Social change happens when people work together. Yet, we all have heard the stories about one heroic figure responsible for a significant historical shift. Women’s herstory month has made me reflect on how these stories often leave out or minimize women’s contributions. In reality, the “sheroes” of our social movements usually have an army of people working with them to make change happen. And oftentimes, those people who put in countless hours doing thankless tasks are women. Even when a woman rises to prominence, her leadership and strategic savvy is often discounted.

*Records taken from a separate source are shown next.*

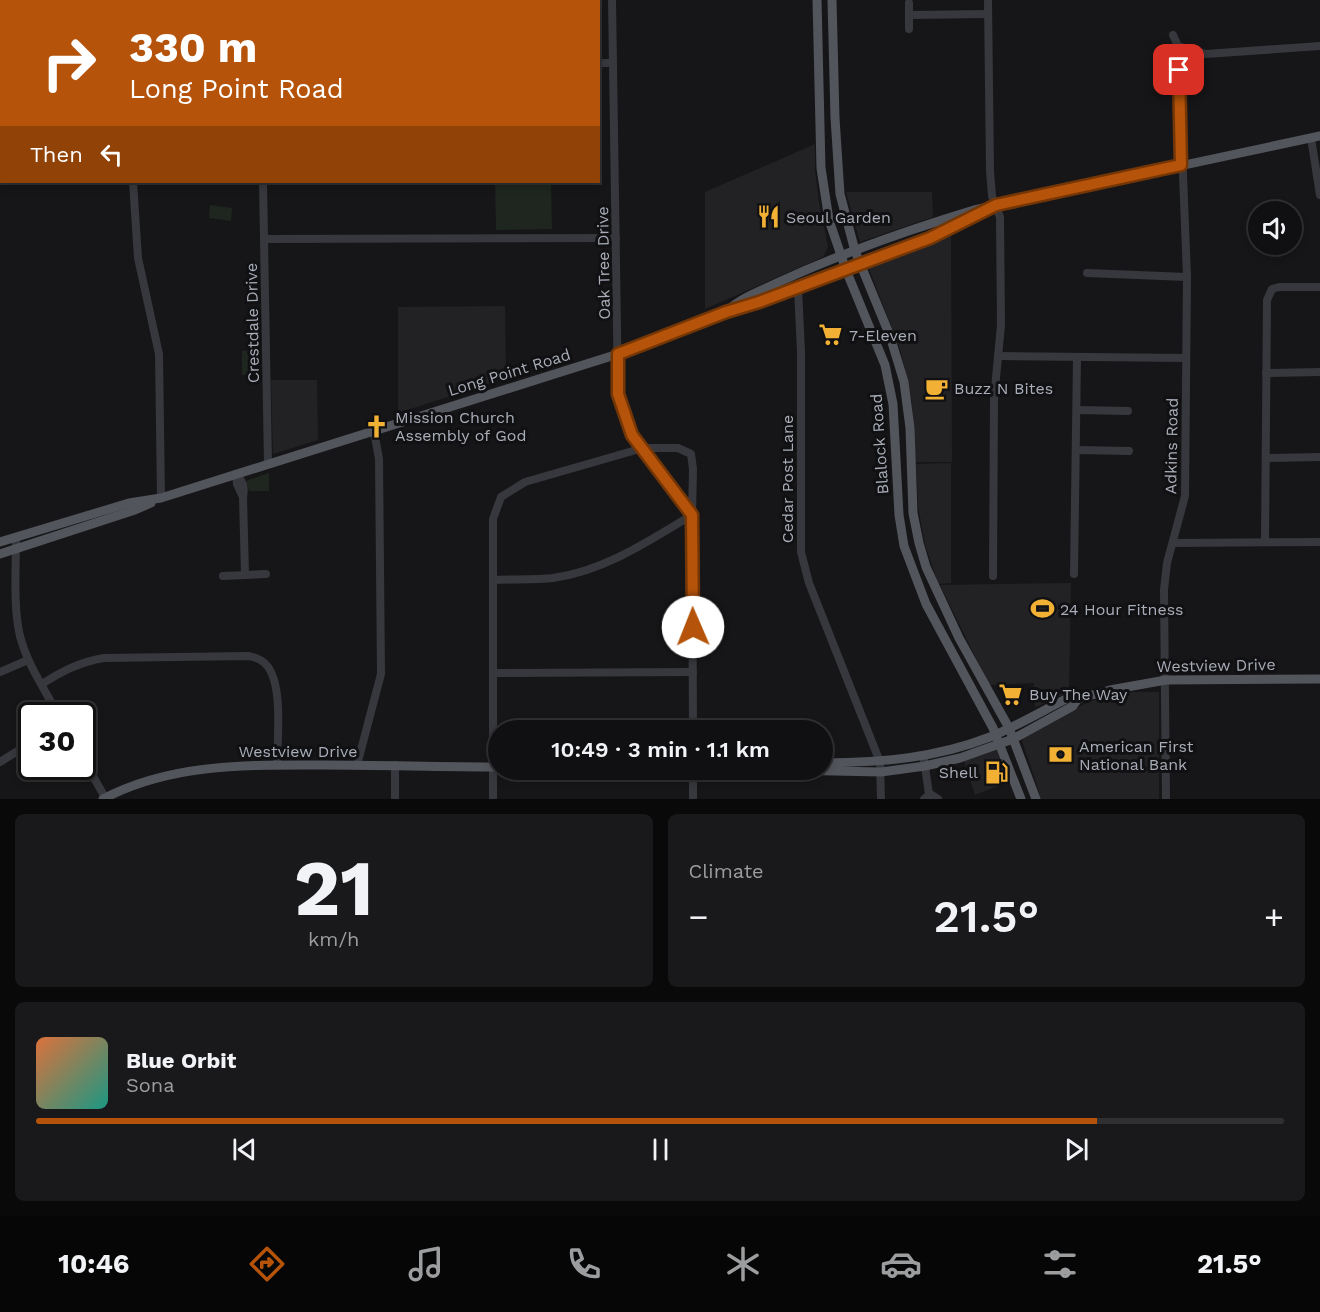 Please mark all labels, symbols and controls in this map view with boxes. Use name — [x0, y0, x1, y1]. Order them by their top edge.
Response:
text: 330 m — [129, 23, 257, 72]
icon: right — [30, 24, 108, 102]
pin — [1153, 44, 1204, 95]
icon: arrive — [1162, 53, 1195, 86]
text: Long Point Road — [129, 73, 344, 105]
icon: left — [95, 138, 128, 171]
text: Then — [30, 142, 83, 167]
map controls — [1248, 201, 1302, 255]
button: sound — [1248, 201, 1302, 255]
restaurant icon: Seoul Garden — [755, 204, 781, 230]
street label: Oak Tree Drive — [593, 206, 614, 320]
place label: Seoul Garden — [786, 208, 891, 227]
street label: Crestdale Drive — [242, 263, 263, 383]
supermarket icon: 7-Eleven — [818, 322, 844, 348]
place label: 7-Eleven — [849, 326, 917, 345]
street label: Long Point Road — [446, 345, 573, 400]
cafe icon: Buzz N Bites — [923, 375, 949, 401]
place label: Buzz N Bites — [954, 379, 1053, 398]
street label: Blalock Road — [866, 393, 893, 495]
street label: Adkins Road — [1161, 398, 1182, 494]
place label: Mission Church Assembly of God — [395, 408, 526, 445]
church icon: Mission Church Assembly of God — [364, 413, 390, 439]
street label: Cedar Post Lane — [778, 415, 797, 543]
position arrow — [661, 595, 725, 659]
sports icon: 24 Hour Fitness — [1029, 596, 1055, 622]
place label: 24 Hour Fitness — [1060, 600, 1184, 619]
street label: Westview Drive — [1156, 655, 1276, 676]
supermarket icon: Buy The Way — [998, 681, 1024, 707]
place label: Buy The Way — [1029, 685, 1128, 704]
speed limit sign: 30 — [18, 702, 96, 780]
text: 10:49 · 3 min · 1.1 km — [551, 737, 770, 762]
place label: American First National Bank — [1079, 737, 1194, 774]
street label: Westview Drive — [238, 742, 358, 761]
bank icon: American First National Bank — [1048, 742, 1074, 768]
fuel station icon: Shell — [983, 759, 1009, 785]
place label: Shell — [939, 763, 978, 782]
text: 21 — [294, 842, 374, 934]
text: Climate — [689, 859, 764, 883]
text: 21.5° — [933, 890, 1039, 943]
text: − — [689, 897, 708, 936]
text: + — [1264, 897, 1284, 936]
text: km/h — [308, 927, 360, 951]
text: Blue Orbit — [126, 1048, 236, 1073]
text: Sona — [126, 1073, 175, 1097]
icon: previous — [228, 1133, 261, 1166]
icon: pause — [644, 1133, 677, 1166]
icon: next — [1060, 1133, 1093, 1166]
icon: directions — [246, 1243, 288, 1285]
icon: music — [405, 1243, 447, 1285]
icon: phone — [563, 1243, 605, 1285]
icon: climate — [722, 1243, 764, 1285]
icon: car — [880, 1243, 922, 1285]
icon: filters — [1039, 1243, 1081, 1285]
text: 10:46 — [58, 1248, 130, 1280]
text: 21.5° — [1197, 1248, 1262, 1280] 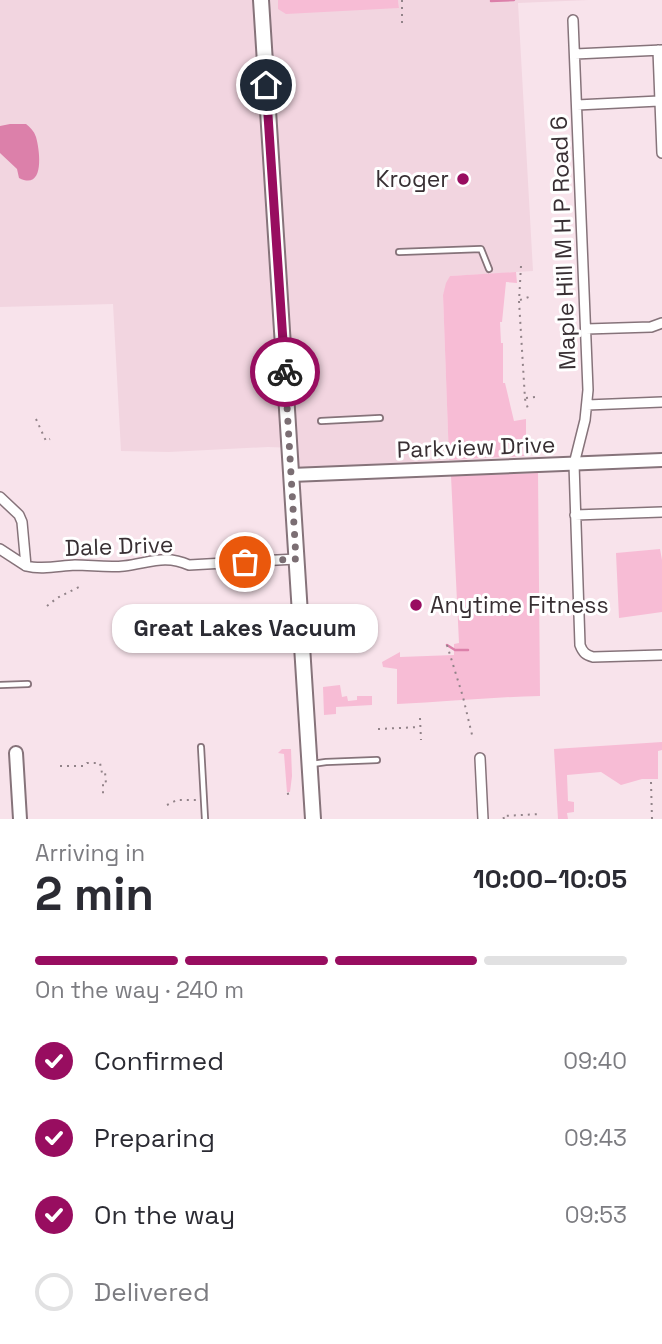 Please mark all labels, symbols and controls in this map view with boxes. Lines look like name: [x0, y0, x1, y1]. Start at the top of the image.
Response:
pin: [236, 55, 296, 115]
icon: home: [247, 66, 285, 104]
street label: Maple Hill M H P Road 6: [544, 116, 582, 370]
place label: Kroger: [375, 164, 449, 194]
marker: Kroger: [455, 171, 471, 187]
courier: [250, 337, 320, 407]
icon: bike: [266, 353, 304, 391]
street label: Parkview Drive: [396, 429, 556, 465]
street label: Dale Drive: [64, 529, 174, 563]
pin: [215, 532, 275, 592]
icon: bag: [226, 543, 264, 581]
place label: Anytime Fitness: [430, 590, 609, 620]
marker: Anytime Fitness: [408, 597, 424, 613]
callout: Great Lakes Vacuum: [112, 604, 378, 653]
text: Great Lakes Vacuum: [134, 613, 356, 643]
text: Arriving in: [35, 838, 145, 868]
text: 10:00–10:05: [473, 862, 627, 896]
text: 2 min: [35, 865, 154, 923]
text: On the way · 240 m: [35, 975, 244, 1005]
icon: check: [35, 1042, 73, 1080]
text: Confirmed: [94, 1044, 224, 1078]
text: 09:40: [563, 1046, 627, 1076]
icon: check: [35, 1119, 73, 1157]
text: Preparing: [94, 1121, 215, 1155]
text: 09:43: [564, 1123, 627, 1153]
icon: check: [35, 1196, 73, 1234]
text: On the way: [94, 1198, 235, 1232]
text: 09:53: [565, 1200, 627, 1230]
text: Delivered: [94, 1275, 210, 1309]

I’d like to call for a revision of our social movement narratives so that women’s historic roles are taken seriously. For example, I grew up hearing that Rosa Parks sat down at the front of the bus and refused to give up her seat merely because she had tired feet. After her arrest, the Montgomery Bus Boycott broke out and sparked mass action that developed into the civil rights movement. This has become a national myth.

The real story is very different. Rosa Parks, a seamstress, didn’t spontaneously “revolt” against segregation one day because her feet hurt. A group of women in Alabama, the Woman’s Political Council (WPC), led by Jo Ann Robinson–an English teacher at Alabama State College–had been planning a bus boycott for months. Parks was a long-time member of the National Association for the Advancement of Colored People (NAACP), and was a trained activist at the time of her arrest. She–along with Septima Clark (the founder of the Freedom Schools) and Martin Luther Kind Jr.–had attended the Highlander Center in Tennessee, a leadership training center for workers rights and racial equality. In other words, Rosa Parks and other women were deeply involved in the strategic analysis and planning that made the bus boycott successful.

Refusing to move was not her first act of civil disobedience on a bus. Parks had also been ejected from a bus years earlier – by the same driver – for refusing to pay her fare at the front of the bus and then get off and enter at the back, a practice that often allowed the drivers to leave passengers behind who had already paid before they could re-enter the bus at the rear.

When Parks, a well-respected person within the community, was arrested this time it provided the perfect opportunity for the WPC. That night, Robinson, along with a colleague and two students, went into the University of Alabama under the pretense they were mimeographing tests. They ran the mimeograph machine throughout the night, producing 52,500 flyers calling for the bus boycott. Students played a key role in helping distribute the flyers, dropping them off at schools, businesses, beauty parlors, barber shops and factories.

When the church ministers received the flyers, and discovered that the women and students in the community were organizing the boycott, they decided it was time for them to follow their lead and mobilize their congregations. While the ministers were the public face of what we know today as the civil rights movement, it was initially conceived and spurred on by a highly organized group of women who had been working for this change—and training for it—for many years.

There is history and there is myth, and then there is herstory. The knowledge that social change happens collectively has always been reassuring to me. It reminds me that you and I don’t have to do it alone.